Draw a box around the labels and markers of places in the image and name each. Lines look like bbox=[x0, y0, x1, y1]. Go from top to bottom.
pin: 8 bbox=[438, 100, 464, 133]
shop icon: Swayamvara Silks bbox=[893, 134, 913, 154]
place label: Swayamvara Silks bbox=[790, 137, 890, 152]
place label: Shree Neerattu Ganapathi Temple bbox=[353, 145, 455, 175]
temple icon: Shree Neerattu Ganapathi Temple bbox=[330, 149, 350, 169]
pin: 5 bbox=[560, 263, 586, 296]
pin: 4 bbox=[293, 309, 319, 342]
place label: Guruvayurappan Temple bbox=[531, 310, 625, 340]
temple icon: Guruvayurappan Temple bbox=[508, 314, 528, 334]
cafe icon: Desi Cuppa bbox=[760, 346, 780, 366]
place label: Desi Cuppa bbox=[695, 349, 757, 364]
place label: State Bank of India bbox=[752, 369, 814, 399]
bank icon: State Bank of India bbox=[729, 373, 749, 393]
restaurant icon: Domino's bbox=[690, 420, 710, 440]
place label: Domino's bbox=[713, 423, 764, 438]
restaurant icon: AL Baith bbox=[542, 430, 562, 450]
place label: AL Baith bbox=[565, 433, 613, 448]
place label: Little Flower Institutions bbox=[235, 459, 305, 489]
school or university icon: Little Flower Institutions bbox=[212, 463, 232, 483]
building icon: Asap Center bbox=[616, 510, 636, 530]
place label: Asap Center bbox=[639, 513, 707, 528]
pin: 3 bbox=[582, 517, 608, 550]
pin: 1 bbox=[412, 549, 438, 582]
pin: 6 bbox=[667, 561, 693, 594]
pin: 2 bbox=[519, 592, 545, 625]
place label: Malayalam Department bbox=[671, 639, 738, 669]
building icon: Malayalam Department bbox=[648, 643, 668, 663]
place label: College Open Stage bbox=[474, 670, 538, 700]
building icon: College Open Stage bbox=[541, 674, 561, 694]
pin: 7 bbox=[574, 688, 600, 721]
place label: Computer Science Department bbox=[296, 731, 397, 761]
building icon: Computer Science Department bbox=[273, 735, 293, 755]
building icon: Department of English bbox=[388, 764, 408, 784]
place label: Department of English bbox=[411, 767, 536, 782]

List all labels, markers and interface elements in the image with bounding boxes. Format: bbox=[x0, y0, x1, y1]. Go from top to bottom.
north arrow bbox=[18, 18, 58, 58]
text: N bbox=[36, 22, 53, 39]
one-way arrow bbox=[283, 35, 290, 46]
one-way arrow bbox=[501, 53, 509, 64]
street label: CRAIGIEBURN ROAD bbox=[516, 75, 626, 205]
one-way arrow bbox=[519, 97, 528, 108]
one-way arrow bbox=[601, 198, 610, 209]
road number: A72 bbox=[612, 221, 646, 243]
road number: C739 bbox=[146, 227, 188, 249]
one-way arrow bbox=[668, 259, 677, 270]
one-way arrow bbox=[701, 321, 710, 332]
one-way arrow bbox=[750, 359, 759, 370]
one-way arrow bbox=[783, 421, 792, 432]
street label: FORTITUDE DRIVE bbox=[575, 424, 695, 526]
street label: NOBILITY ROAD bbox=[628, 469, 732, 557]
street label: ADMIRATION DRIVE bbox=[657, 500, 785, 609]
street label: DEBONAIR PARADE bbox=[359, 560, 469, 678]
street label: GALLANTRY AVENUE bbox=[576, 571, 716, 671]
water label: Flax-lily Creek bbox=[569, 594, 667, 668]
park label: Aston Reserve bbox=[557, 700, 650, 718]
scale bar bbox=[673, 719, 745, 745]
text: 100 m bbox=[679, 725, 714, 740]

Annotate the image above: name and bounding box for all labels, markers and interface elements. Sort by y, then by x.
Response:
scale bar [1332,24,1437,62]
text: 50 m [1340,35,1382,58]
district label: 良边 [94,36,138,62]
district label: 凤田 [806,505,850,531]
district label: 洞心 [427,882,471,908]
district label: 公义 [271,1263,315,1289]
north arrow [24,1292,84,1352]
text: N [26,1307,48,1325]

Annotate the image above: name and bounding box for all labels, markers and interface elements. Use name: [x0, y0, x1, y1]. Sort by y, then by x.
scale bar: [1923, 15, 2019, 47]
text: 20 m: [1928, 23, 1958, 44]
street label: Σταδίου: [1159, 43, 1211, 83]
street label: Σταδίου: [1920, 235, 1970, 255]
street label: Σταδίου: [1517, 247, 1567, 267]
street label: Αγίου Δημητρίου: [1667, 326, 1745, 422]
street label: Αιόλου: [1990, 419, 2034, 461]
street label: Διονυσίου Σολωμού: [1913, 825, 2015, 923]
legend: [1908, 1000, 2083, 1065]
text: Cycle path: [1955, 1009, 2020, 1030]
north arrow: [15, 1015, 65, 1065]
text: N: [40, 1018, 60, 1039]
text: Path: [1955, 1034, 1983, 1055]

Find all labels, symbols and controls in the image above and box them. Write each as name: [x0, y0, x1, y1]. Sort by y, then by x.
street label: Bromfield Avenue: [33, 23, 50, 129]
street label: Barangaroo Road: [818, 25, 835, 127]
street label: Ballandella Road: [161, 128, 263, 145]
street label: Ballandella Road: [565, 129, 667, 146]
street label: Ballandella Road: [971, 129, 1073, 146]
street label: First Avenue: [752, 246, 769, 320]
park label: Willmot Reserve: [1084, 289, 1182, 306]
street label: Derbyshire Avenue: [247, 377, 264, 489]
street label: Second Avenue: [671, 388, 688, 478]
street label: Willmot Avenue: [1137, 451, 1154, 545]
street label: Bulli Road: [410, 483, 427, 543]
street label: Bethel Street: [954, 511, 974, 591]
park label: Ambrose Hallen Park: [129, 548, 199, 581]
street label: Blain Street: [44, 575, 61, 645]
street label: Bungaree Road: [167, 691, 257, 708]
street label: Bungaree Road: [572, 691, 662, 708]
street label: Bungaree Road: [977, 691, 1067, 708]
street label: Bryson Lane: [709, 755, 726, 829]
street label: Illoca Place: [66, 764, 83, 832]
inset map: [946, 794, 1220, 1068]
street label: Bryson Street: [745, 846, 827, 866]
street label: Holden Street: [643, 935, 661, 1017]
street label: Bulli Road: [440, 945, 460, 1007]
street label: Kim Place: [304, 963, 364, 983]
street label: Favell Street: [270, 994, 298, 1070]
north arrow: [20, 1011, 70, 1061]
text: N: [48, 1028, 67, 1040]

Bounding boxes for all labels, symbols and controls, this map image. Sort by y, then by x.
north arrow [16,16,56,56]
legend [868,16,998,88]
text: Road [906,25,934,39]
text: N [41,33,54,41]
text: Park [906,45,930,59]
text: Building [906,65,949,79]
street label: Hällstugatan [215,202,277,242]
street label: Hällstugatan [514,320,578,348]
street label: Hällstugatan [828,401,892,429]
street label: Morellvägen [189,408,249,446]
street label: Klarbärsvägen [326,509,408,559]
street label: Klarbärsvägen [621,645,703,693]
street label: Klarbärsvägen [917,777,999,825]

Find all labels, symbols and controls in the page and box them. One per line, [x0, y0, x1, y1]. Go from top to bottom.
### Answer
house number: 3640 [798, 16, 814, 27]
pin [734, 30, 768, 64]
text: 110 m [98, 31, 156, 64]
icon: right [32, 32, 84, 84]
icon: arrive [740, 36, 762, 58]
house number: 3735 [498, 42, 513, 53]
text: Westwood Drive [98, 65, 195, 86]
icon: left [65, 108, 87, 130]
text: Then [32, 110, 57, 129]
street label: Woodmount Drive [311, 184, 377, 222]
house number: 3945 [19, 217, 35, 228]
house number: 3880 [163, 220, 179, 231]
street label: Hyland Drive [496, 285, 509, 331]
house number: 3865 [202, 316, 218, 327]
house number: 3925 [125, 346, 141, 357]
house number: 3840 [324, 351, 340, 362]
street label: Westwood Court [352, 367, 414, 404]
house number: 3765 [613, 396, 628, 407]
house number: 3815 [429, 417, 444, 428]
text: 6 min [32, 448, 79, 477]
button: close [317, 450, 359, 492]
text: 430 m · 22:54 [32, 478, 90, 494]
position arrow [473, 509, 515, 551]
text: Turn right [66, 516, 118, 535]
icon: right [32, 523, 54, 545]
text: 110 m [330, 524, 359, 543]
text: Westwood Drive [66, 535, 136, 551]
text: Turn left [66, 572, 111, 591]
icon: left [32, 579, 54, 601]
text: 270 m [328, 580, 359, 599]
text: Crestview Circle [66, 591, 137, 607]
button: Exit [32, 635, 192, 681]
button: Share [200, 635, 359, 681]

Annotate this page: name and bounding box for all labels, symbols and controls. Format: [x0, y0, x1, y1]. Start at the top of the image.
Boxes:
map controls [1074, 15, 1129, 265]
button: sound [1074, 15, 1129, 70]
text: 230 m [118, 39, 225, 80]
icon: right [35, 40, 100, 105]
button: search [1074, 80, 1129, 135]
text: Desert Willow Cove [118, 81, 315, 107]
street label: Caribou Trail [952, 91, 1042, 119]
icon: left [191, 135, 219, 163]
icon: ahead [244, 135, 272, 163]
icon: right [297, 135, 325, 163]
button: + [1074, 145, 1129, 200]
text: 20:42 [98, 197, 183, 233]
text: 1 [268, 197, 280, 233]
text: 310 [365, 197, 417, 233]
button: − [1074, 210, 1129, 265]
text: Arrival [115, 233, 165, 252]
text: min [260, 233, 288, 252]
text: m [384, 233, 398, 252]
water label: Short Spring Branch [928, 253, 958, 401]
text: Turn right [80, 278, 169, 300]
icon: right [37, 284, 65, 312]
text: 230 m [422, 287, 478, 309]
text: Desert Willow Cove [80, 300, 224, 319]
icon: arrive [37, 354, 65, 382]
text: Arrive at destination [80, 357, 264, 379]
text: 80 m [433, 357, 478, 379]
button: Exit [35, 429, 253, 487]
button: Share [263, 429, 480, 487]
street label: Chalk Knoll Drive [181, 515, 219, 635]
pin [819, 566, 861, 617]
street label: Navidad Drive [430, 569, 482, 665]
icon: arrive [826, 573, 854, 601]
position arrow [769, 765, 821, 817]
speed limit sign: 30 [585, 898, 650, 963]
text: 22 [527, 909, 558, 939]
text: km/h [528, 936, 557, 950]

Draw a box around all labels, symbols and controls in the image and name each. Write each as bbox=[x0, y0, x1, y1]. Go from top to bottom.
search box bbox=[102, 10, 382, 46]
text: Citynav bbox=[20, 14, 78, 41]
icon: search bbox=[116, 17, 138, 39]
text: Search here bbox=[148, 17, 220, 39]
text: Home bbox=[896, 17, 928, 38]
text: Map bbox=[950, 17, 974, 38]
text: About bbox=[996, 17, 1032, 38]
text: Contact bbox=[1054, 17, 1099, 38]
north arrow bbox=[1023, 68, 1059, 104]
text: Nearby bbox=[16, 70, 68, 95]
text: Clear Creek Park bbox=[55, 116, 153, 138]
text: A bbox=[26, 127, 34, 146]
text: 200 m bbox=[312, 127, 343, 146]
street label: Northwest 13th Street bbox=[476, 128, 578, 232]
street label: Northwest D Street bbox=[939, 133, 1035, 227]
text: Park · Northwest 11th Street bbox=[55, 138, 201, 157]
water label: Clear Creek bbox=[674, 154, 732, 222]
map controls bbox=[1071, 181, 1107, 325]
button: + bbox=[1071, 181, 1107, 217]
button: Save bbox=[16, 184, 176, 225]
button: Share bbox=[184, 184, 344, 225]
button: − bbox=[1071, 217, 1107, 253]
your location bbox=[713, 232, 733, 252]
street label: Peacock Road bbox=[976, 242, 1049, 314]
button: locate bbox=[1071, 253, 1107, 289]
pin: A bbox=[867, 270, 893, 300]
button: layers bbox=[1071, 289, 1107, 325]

* [Exercise]
Whenever a line includes the word "Temple", pull it out of the entries.

* [Task answer]
place label: Shree Neerattu Ganapathi Temple bbox=[353, 145, 455, 175]
temple icon: Shree Neerattu Ganapathi Temple bbox=[330, 149, 350, 169]
place label: Guruvayurappan Temple bbox=[531, 310, 625, 340]
temple icon: Guruvayurappan Temple bbox=[508, 314, 528, 334]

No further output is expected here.